В последнем сне Раскольникова лексема «толпа» маркирует не только личностную сферу героя (Раскольникова), но и характеризует целостный образ человечества, страдающего и запутавшегося. Таким образом, семантическое поле, развертывающееся вокруг этого концепта, расширяется до сложной, трагической картины гибнущего мира, напоминающей об апокалипсисе - библейском предсказании неизбежного конца света, обрыва человеческой истории.

Этот концепт поддержан здесь эмоциональной лексемой «страх»: «Ему грезилось в болезни, будто весь мир осужден в жертву какой - то страшной, неслыханной и невиданной моровой язве ».

Страх, который испытывает Раскольников, видя первый сон («Страшный сон приснился Раскольникову», «кругом кабака… страшные рожи», «он прижимался к отцу и весь дрожал»), здесь, в последнем сне, достигает своего апогея.

Этот эмоциональный концепт разработан Достоевским как своеобразный «ментальный сценарий» (термин А. Вежбицкой, «Толкование эмоциональных концептов», М.,1996).
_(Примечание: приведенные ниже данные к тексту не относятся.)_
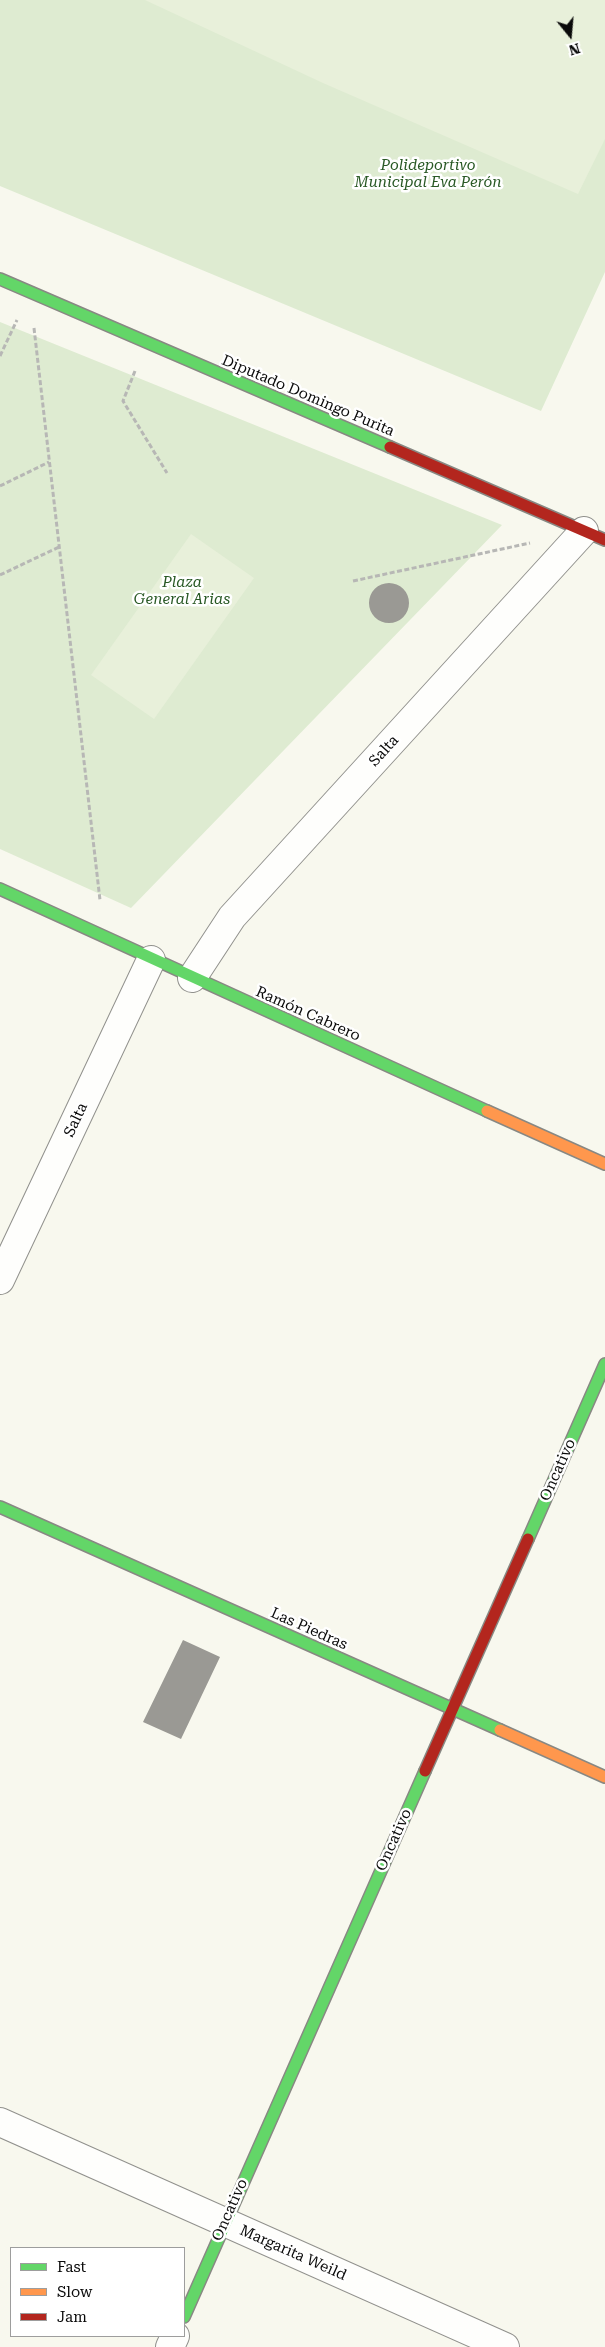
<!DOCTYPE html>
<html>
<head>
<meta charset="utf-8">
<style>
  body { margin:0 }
  #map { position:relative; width:605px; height:2347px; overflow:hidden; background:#f8f8ee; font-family:"Roboto Serif",serif }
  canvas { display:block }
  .legend { position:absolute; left:10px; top:2247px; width:175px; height:90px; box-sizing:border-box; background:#fff; border:1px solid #9d9d9d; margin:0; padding:6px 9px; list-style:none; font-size:15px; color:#0a0a0a }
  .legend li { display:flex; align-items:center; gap:10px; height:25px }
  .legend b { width:25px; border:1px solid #9d9d9d }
  .north { position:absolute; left:545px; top:10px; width:50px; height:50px; -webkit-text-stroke:4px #fff; paint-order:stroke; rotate:163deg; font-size:14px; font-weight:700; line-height:20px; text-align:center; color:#0a0a0a }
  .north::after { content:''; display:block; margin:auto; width:18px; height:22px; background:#0a0a0a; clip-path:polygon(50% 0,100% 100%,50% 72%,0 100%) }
</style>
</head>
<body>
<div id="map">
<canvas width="605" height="2347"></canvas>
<ul class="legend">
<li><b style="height:6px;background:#63d668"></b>Fast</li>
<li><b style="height:6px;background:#ff974d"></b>Slow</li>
<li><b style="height:6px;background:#b3261e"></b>Jam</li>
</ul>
<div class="north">N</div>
</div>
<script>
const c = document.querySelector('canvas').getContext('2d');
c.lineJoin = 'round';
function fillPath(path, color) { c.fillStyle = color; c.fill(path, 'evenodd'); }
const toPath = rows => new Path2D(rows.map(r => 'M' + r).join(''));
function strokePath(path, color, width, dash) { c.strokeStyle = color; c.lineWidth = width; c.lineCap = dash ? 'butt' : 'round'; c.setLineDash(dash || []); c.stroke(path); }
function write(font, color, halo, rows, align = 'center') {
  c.font = font + ' "Roboto Serif",serif'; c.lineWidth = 5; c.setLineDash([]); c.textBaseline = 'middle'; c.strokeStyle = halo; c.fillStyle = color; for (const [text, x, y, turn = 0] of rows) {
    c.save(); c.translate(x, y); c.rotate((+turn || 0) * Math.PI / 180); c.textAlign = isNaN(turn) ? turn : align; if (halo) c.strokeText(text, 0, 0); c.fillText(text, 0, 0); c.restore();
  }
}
const green = toPath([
  [0,0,605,0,605,272,541,411,0,186],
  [0,322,502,525,131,908,0,849]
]);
const pitch = toPath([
  [145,0,605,0,605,139,578,194,323,83],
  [191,534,254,578,154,719,91,675]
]);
const building = toPath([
  '369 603a20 20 0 1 1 40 0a20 20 0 1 1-40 0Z',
  [183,1640,220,1657,181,1739,143,1722]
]);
const path = toPath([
  [34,328,100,900],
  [0,356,17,320],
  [135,371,123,401,167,473],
  [0,486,49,462],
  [0,575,59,547],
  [353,581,530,543]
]);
const street = toPath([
  [192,978,232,917,584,531],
  [0,1280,151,960],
  [0,2122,505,2347],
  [170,2347,175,2336]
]);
const fast = toPath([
  [0,279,390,447],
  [0,889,487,1111],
  [0,1507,500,1730],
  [528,1539,605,1364],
  [184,2317,425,1771]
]);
const slow = toPath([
  [487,1111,605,1164],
  [500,1730,605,1777]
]);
const jam = toPath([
  [390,447,605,540],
  [425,1771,528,1539]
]);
const parkNames = [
  ["Polideportivo",428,166],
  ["Municipal Eva Perón",428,183],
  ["Plaza",182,583],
  ["General Arias",182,600]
];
const streetNames = [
  ["Diputado Domingo Purita",308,396,23],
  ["Salta",384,751,-48],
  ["Ramón Cabrero",308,1014,24],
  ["Salta",76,1120,-65],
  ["Oncativo",558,1470,-66],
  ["Las Piedras",309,1629,24],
  ["Oncativo",394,1840,-66],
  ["Oncativo",230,2210,-66],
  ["Margarita Weild",293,2253,24]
];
fillPath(green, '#deebd1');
fillPath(pitch, '#e8f0da');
fillPath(building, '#9a9994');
strokePath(street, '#91918d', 30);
strokePath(fast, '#888883', 14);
strokePath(slow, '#888883', 14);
strokePath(jam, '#888883', 14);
strokePath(path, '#b7b7b5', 3, [5, 2.5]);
strokePath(street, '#fefefc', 28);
strokePath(fast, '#63d668', 11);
strokePath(slow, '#ff974d', 11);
strokePath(jam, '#b3261e', 11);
write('italic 15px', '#285824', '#fff', parkNames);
write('15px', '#0a0a0a', '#fff', streetNames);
</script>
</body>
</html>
Этот «ментальный сценарий» автор помещает между двумя полярными состояниями героя - сложившейся формулой о верности своей теории («Довольно! Прочь миражи, прочь напускные страхи… померяемся теперь! А ведь я уже соглашался жить на аршине пространства!») и прямо противоположным - открытием в горячечном сне на тюремной койке, что всякое утверждение его наполеоновской идеи ведет к разговору и самоисправлению.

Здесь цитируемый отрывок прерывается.